▸ Prompt: The answer is the number of lines in the data that contain the word "text"; give it alone.

Saved entries
+ + + + + + +

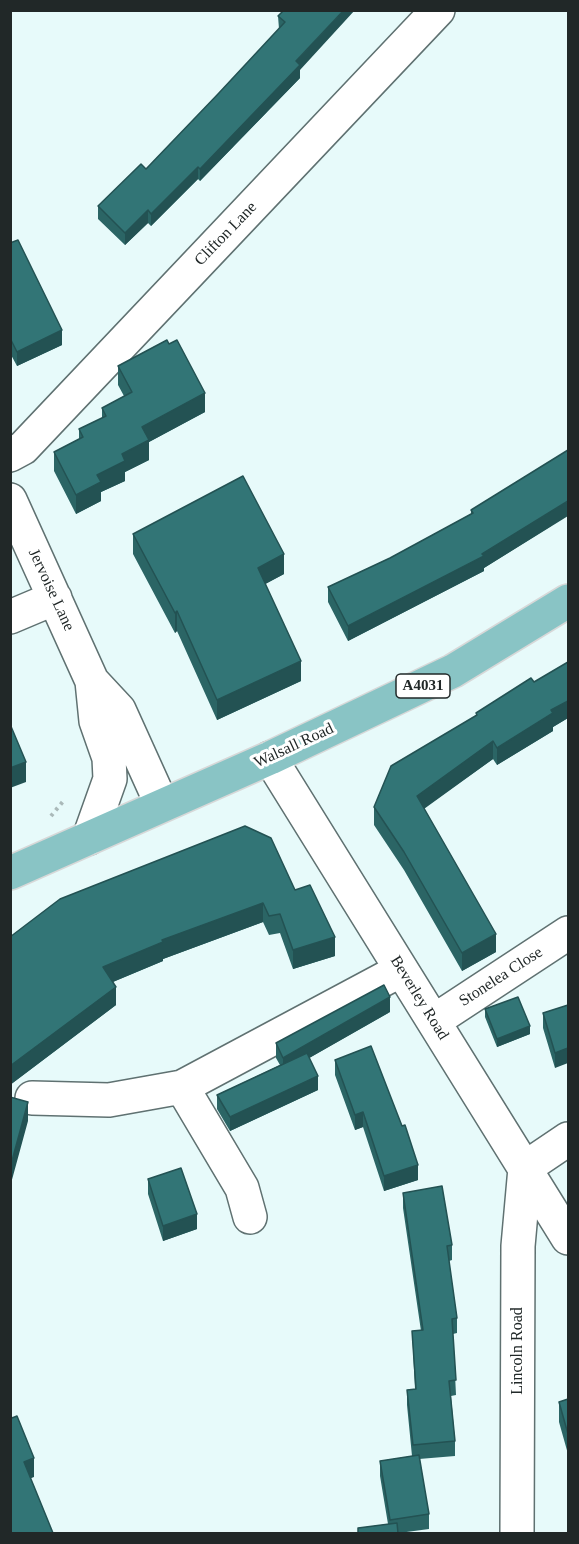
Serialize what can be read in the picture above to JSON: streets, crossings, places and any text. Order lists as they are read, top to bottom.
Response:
{
  "streets": {
    "main road": ["A4031", "Walsall Road"],
    "street": [
      "Clifton Lane",
      "Jervoise Lane",
      "Stonelea Close",
      "Beverley Road",
      "Lincoln Road"
    ]
  },
  "crossings": [
    ["Jervoise Lane", "Walsall Road"],
    ["Walsall Road", "Beverley Road"],
    ["Stonelea Close", "Beverley Road"],
    ["Beverley Road", "Lincoln Road"]
  ]
}
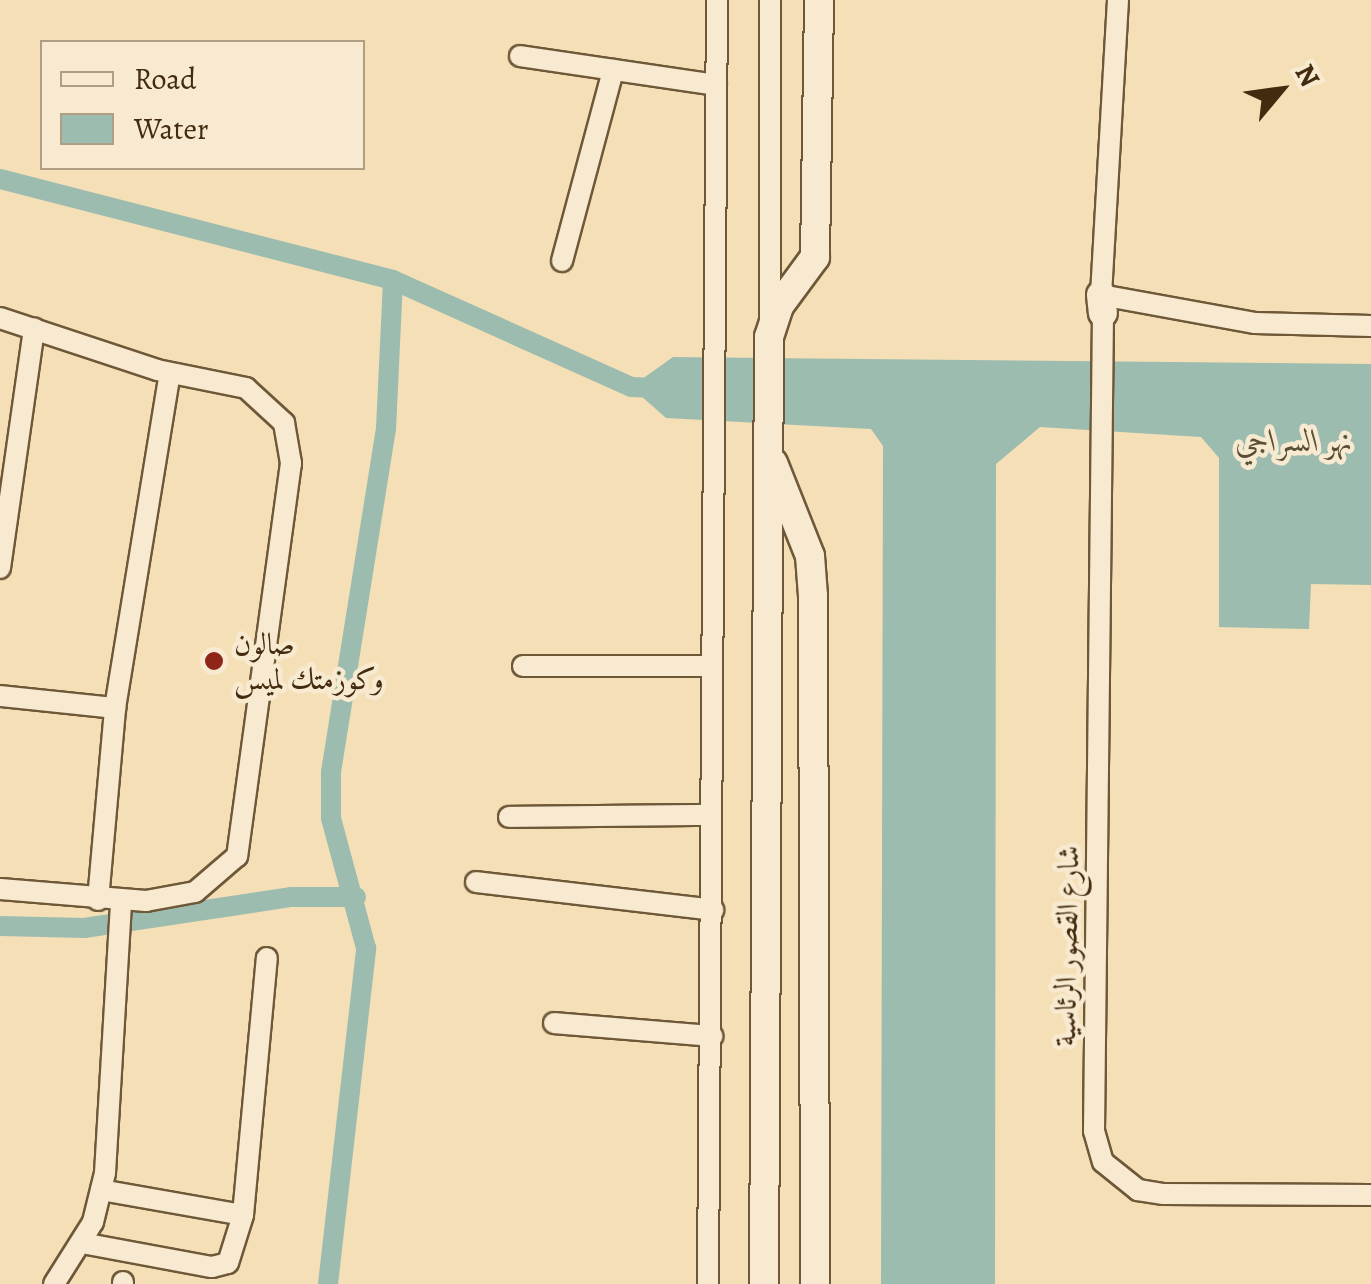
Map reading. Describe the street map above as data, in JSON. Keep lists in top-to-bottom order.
{
  "streets": {
    "street": ["شارع القصور الرئاسية"]
  },
  "water": ["نهر السراجي"],
  "places": ["صالون وكوزمتك لميس"],
  "legend": ["Road", "Water"],
  "north": "top right"
}
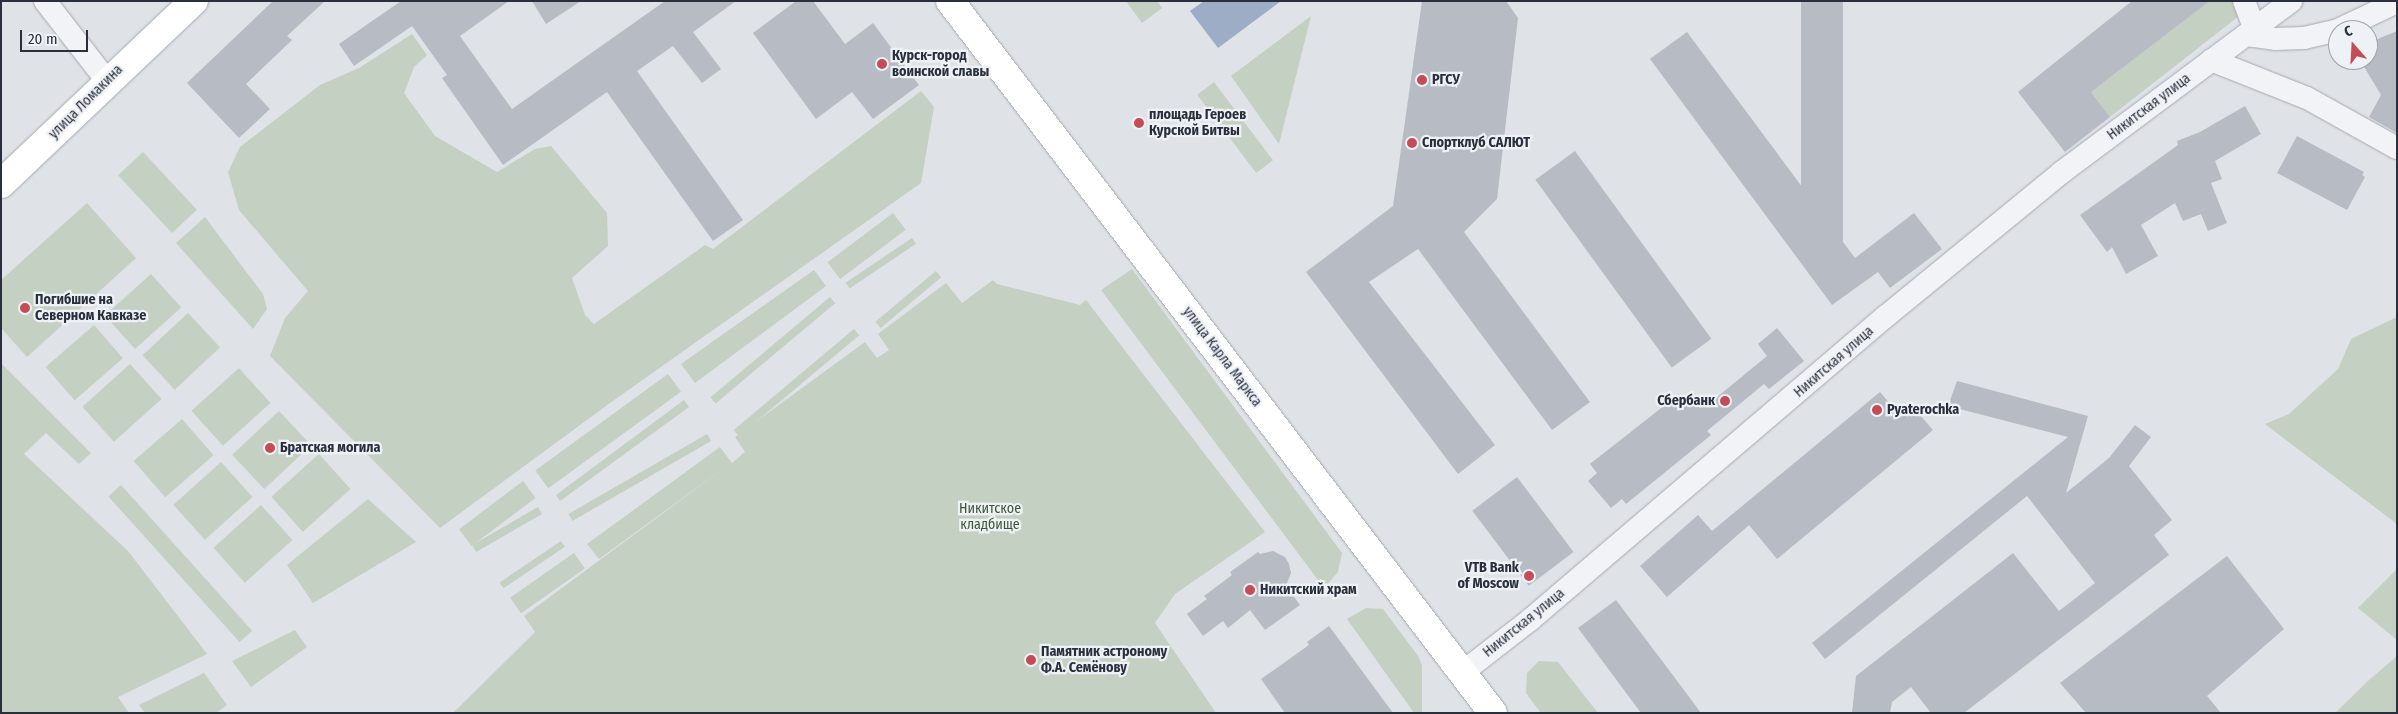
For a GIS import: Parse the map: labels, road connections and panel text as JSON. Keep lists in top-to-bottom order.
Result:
{
  "streets": {
    "main road": ["улица Ломакина", "улица Карла Маркса"],
    "street": ["Никитская улица"]
  },
  "crossings": [
    ["Никитская улица", "улица Карла Маркса"]
  ],
  "parks": ["Никитское кладбище"],
  "places": [
    "Курск-город воинской славы",
    "РГСУ",
    "площадь Героев Курской Битвы",
    "Спортклуб САЛЮТ",
    "Погибшие на Северном Кавказе",
    "Сбербанк",
    "Pyaterochka",
    "Братская могила",
    "VTB Bank of Moscow",
    "Никитский храм",
    "Памятник астроному Ф.А. Семёнову"
  ],
  "scale_bar": "20 m",
  "north": "top"
}
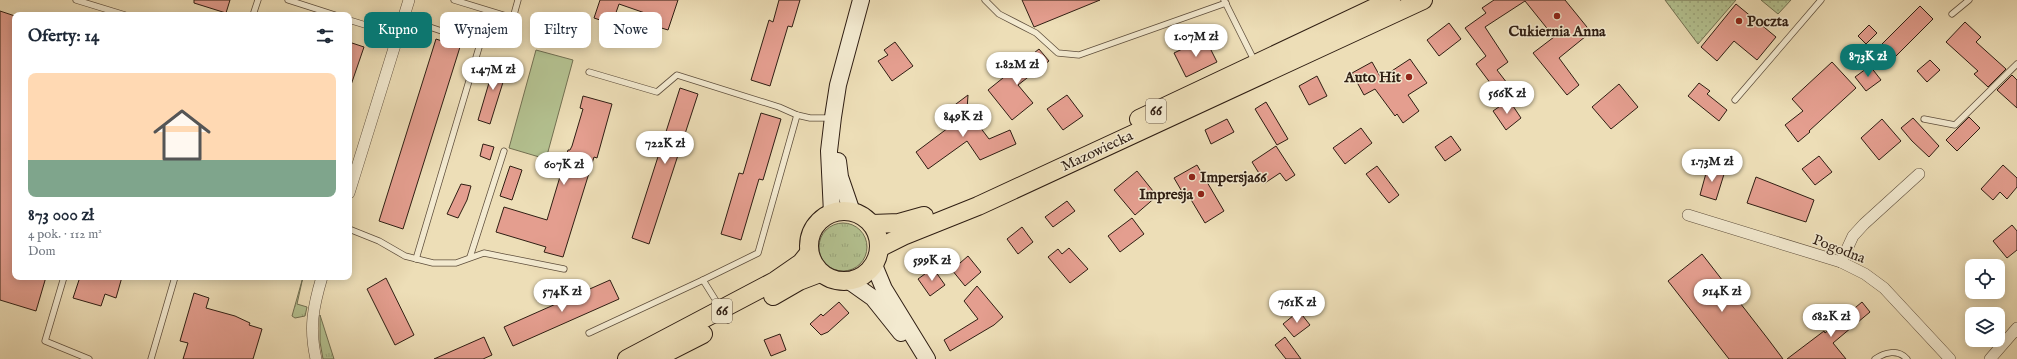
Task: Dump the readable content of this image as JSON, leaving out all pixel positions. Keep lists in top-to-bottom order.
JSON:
{
  "streets": {
    "main road": ["66", "Mazowiecka"],
    "street": ["Pogodna"]
  },
  "crossings": [
    ["66", "Mazowiecka"]
  ],
  "places": [
    "Cukiernia Anna",
    "Poczta",
    "Auto Hit",
    "Impersja66",
    "Impresja"
  ],
  "page": {
    "chip": [
      "Kupno",
      "Wynajem",
      "Filtry",
      "Nowe"
    ],
    "heading": "Oferty: 14",
    "price": [
      "1.07M zł",
      "873K zł",
      "1.82M zł",
      "1.47M zł",
      "566K zł",
      "849K zł",
      "722K zł",
      "1.73M zł",
      "607K zł",
      "599K zł",
      "574K zł",
      "914K zł",
      "761K zł",
      "682K zł"
    ],
    "list": [
      {
        "name": "873 000 zł",
        "note": "4 pok. · 112 m² · Dom"
      }
    ]
  }
}
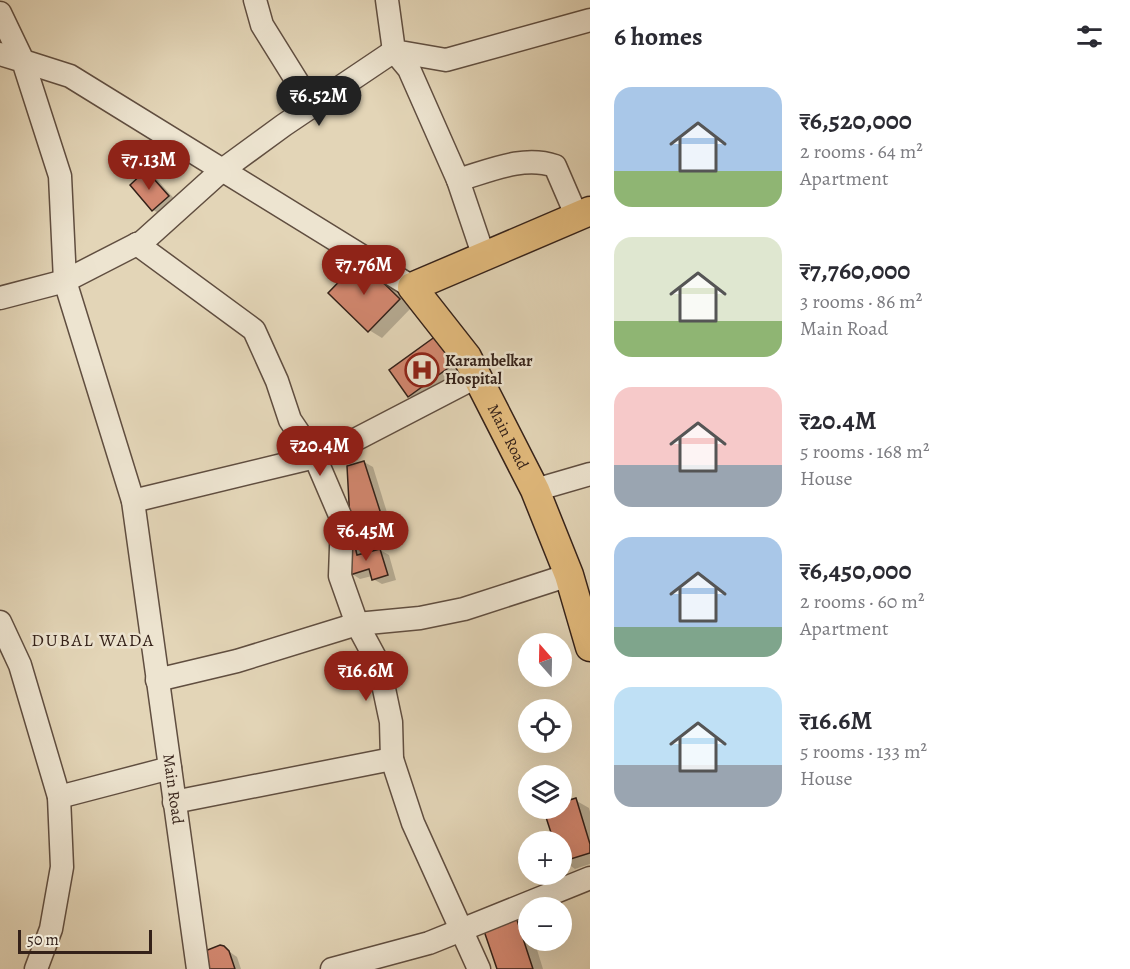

+ + + + + + +

▸ Result for this task: 2